Exercise directions:
Print every line below exactly as written, but leave the pictures behind.

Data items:

▼▼▼

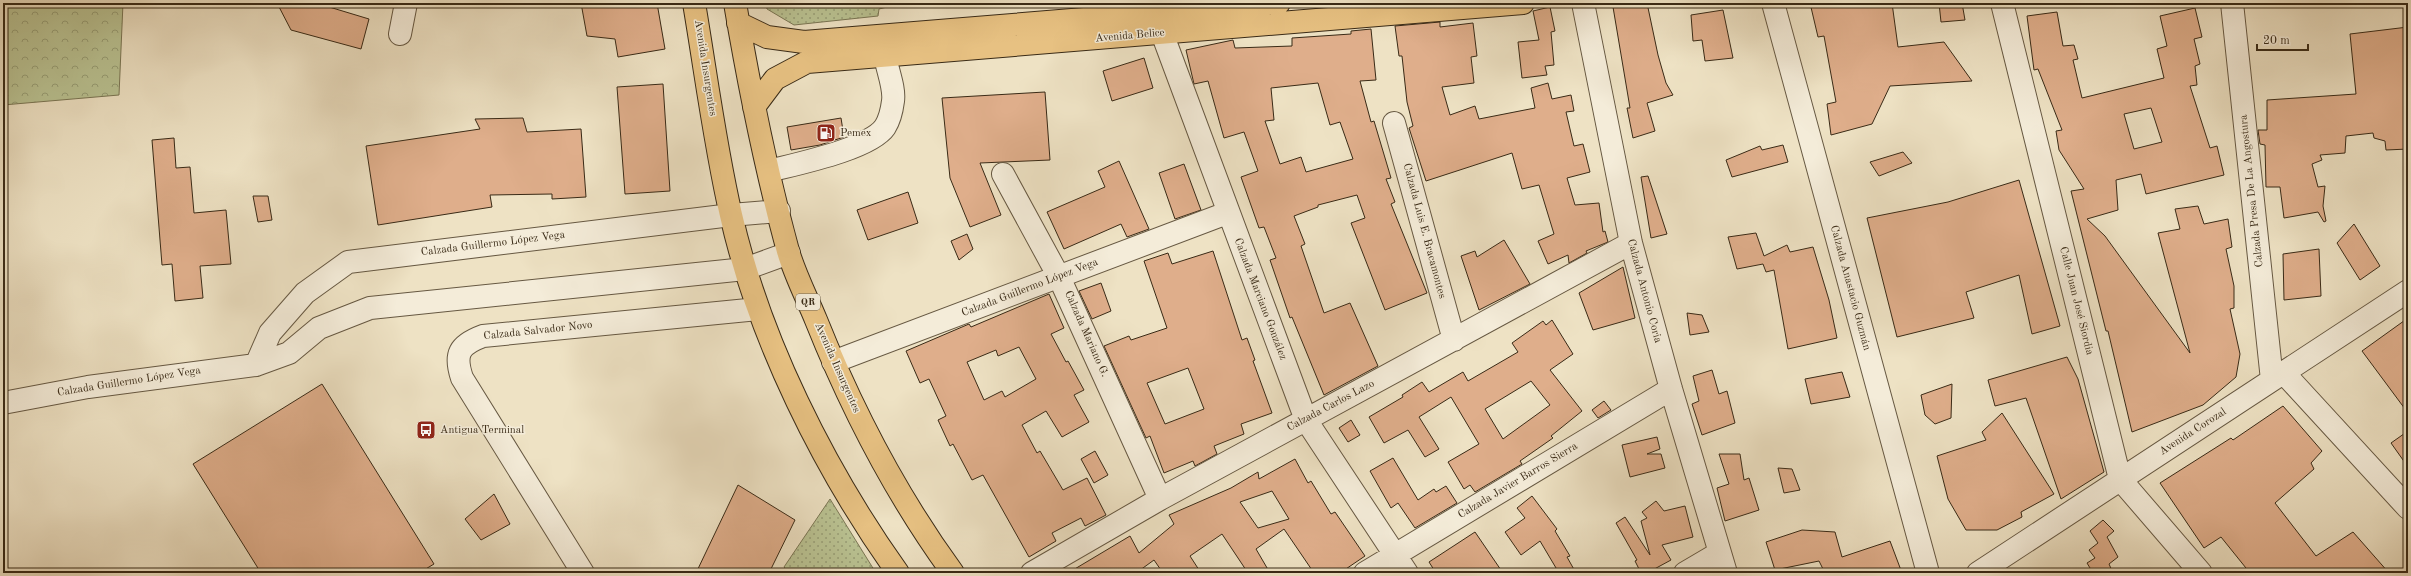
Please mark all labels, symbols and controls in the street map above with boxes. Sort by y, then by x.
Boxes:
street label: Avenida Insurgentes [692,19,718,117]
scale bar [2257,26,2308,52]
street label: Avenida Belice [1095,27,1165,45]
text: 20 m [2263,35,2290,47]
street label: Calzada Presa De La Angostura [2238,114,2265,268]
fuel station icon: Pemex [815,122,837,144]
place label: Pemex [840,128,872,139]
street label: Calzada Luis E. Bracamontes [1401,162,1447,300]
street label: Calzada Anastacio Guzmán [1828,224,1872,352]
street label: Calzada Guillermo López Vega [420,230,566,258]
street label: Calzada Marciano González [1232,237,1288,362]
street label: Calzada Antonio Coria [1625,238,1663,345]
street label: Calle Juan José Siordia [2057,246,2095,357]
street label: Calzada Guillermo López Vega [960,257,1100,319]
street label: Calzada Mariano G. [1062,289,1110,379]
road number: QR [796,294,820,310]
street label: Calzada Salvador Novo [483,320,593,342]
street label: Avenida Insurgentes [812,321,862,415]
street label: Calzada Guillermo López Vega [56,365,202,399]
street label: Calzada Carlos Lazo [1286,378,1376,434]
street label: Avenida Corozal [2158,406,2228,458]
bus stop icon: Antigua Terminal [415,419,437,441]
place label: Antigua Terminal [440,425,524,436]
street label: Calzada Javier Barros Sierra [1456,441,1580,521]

▲▲▲

Response:
Please mark all labels, symbols and controls in the street map above with boxes. Sort by y, then by x.
Boxes:
street label: Avenida Insurgentes [692,19,718,117]
scale bar [2257,26,2308,52]
street label: Avenida Belice [1095,27,1165,45]
text: 20 m [2263,35,2290,47]
street label: Calzada Presa De La Angostura [2238,114,2265,268]
fuel station icon: Pemex [815,122,837,144]
place label: Pemex [840,128,872,139]
street label: Calzada Luis E. Bracamontes [1401,162,1447,300]
street label: Calzada Anastacio Guzmán [1828,224,1872,352]
street label: Calzada Guillermo López Vega [420,230,566,258]
street label: Calzada Marciano González [1232,237,1288,362]
street label: Calzada Antonio Coria [1625,238,1663,345]
street label: Calle Juan José Siordia [2057,246,2095,357]
street label: Calzada Guillermo López Vega [960,257,1100,319]
street label: Calzada Mariano G. [1062,289,1110,379]
road number: QR [796,294,820,310]
street label: Calzada Salvador Novo [483,320,593,342]
street label: Avenida Insurgentes [812,321,862,415]
street label: Calzada Guillermo López Vega [56,365,202,399]
street label: Calzada Carlos Lazo [1286,378,1376,434]
street label: Avenida Corozal [2158,406,2228,458]
bus stop icon: Antigua Terminal [415,419,437,441]
place label: Antigua Terminal [440,425,524,436]
street label: Calzada Javier Barros Sierra [1456,441,1580,521]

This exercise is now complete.